Blizzard's Rise of the Necromancer DLC pack introduced the Necromancer class, one of the five original classes of Diablo II, to the game. The new incarnation of the Necromancer was described as a "reimagining" of the earlier version; a number of the signature abilities (such as raising undead minions, bone spear attacks, and causing corpses to explode) were made available, though a number of new abilities were also added, as well as new gear sets and appearances. The DLC also included two additional character slots, more slots in the in-game stash, and cosmetic appearances such as a portrait frame, a pennant worn by the character, and a banner design and sigil. The pack cost $14.99 and was released with Patch 2.6.0 on June 27, 2017.

===Patch 2.6.0 highlights===
Patch 2.6.0 introduced a number of new features, including the Rise of the Necromancer pack announced at BlizzCon, as well as 30 new legendary items and four armor sets for the Necromancer class. An additional game mode, "Challenge Rifts", was also introduced.

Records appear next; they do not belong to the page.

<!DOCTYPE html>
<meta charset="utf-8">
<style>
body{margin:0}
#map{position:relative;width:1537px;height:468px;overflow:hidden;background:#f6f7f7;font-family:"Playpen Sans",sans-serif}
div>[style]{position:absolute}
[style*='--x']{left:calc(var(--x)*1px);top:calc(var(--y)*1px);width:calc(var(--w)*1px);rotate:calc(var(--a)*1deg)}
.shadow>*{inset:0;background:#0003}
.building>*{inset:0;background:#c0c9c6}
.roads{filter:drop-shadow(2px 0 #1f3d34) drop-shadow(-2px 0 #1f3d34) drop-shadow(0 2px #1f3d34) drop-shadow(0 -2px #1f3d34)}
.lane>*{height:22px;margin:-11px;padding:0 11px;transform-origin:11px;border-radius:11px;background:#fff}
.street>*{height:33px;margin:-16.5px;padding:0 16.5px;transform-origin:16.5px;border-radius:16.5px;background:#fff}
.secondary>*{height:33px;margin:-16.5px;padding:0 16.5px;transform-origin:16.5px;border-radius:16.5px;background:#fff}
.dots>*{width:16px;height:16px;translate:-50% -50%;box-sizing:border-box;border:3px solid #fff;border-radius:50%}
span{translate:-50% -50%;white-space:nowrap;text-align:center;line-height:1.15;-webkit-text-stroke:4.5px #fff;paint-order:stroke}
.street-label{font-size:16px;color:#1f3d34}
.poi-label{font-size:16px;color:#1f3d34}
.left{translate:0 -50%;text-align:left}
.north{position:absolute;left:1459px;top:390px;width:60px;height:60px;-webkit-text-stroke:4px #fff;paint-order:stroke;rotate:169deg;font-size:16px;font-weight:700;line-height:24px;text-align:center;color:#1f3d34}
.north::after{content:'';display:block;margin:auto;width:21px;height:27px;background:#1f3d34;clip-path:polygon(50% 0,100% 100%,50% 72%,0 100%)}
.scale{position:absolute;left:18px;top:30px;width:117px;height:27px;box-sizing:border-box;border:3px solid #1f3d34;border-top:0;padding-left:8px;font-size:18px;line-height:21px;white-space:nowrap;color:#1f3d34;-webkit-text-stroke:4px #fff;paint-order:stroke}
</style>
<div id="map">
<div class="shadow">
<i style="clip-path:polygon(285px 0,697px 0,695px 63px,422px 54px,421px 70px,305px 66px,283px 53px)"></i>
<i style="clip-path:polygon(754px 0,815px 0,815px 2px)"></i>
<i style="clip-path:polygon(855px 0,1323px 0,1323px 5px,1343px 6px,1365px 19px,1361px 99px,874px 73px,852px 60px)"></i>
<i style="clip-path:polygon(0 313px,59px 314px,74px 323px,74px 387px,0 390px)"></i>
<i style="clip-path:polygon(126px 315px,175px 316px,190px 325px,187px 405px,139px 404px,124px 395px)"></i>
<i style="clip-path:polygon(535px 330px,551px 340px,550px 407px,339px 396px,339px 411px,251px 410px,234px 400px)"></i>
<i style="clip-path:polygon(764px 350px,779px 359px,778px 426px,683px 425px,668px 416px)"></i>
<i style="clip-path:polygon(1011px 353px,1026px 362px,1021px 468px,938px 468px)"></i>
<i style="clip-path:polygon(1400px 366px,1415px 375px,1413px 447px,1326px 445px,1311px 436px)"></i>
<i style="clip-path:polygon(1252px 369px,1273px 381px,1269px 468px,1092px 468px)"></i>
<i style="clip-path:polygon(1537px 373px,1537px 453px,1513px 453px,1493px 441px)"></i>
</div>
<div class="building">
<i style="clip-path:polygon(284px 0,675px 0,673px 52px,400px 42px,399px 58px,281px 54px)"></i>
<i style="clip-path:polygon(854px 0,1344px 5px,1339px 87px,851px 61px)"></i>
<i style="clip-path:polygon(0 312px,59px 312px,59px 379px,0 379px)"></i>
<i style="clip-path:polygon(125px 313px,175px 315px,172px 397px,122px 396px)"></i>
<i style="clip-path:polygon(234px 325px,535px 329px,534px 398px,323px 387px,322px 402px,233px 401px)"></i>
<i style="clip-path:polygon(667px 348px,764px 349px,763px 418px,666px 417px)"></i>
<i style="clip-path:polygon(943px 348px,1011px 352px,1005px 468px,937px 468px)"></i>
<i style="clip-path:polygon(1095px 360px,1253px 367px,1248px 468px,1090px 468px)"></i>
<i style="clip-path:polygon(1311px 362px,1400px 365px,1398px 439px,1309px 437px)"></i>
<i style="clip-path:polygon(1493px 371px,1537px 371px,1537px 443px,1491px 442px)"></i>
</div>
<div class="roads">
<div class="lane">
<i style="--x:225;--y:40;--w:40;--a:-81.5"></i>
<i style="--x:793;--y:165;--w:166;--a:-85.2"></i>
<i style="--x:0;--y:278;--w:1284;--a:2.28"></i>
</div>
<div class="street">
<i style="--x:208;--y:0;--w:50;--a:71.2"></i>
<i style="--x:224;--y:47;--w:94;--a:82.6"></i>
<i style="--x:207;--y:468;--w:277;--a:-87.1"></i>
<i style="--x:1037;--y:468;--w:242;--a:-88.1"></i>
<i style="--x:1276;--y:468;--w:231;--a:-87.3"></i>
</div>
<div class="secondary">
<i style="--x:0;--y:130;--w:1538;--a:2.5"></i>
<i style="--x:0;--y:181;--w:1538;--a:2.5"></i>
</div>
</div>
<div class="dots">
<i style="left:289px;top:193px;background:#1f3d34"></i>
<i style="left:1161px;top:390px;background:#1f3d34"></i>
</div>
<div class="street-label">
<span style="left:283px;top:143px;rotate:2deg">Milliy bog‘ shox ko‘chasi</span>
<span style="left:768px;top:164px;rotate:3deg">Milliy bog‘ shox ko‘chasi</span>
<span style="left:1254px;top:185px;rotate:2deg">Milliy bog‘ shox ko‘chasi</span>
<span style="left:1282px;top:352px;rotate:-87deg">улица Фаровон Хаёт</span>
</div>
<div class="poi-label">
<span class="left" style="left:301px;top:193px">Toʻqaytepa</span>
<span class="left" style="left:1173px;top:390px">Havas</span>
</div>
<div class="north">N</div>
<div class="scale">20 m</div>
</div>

The Challenge Rifts mode takes a "snapshot" of a previously-completed Greater Rift, including the character, armor, and talent build used in that Greater Rift, as well as the enemies and powerups that appeared within it; if the player is able to beat the previously set completion time, they will receive a reward cache (similar to completing bounties). New zones were also added to certain maps in Adventure Mode: The Shrouded Moors and the Temple of the Firstborn near Caldeum (Act II), centered around a strange "blood cult", and the Realms of Fate in the High Heavens (Act IV), consequences of the battle between the Nephalem (player characters) and Diablo in the campaign story in Diablo III.

==Music==

The primary composer for Reaper of Souls is Derek Duke. Additional music was composed by Neal Acree, Joseph Lawrence, Russel Brower, Glenn Stafford, and Jason Hayes. The soundtrack was released on March 25, 2014 (the same day as the expansion was released) in two formats: a physical CD included in the Collector's Edition of Reaper of Souls, and as a digital release on iTunes.

==Reception==

Diablo III: Reaper of Souls received favorable reviews upon release, with critics praising its iteration upon the base game. On Metacritic, it currently has an average score of 87/100 rating based on 75 critics, indicating "generally favorable reviews". The expansion was lauded by many critics as a large improvement on most fronts from Diablo III and considered the changes made in it as responsible for the reinvigorated player interest in the franchise, giving the game greater replayability and long-term appeal. IGNs Vince Ingenito praised the expansion's darker atmosphere, diverse gameplay, and overhauled loot system, stating "it's more sinister in tone, more rewarding to play, and more maddeningly addictive than it's ever been." GameSpots Carolyn Petit was positive about the expansion's gameplay and storyline, stating that it "gives those who already liked Diablo III more of what they already liked about it" but suggesting that it was unlikely to change the minds of players who didn't enjoy the initial game's release, due to it improving on but not fundamentally changing the experience. Petit summarized, "If you're looking for reasons to keep on clicking, Reaper of Souls has plenty." Polygons Arthur Gies came to a similar conclusion, writing "Reaper of Souls reinvigorates an already great game".

Aggregate score
| Aggregator | Score |
|---|---|
| Metacritic | PC: 87/100 |

Review scores
| Publication | Score |
|---|---|
| GameSpot | 8/10 |
| IGN | 9.1/10 |
| Polygon | 9.5/10 |

===Sales===
Reaper of Souls sold 2.7 million copies in its first week on sale. By August 2014, Diablo III and Reaper of Souls had combined sales of 20 million copies. As of June 30, 2015, Diablo III and Reaper of Souls had combined sales of 30 million copies.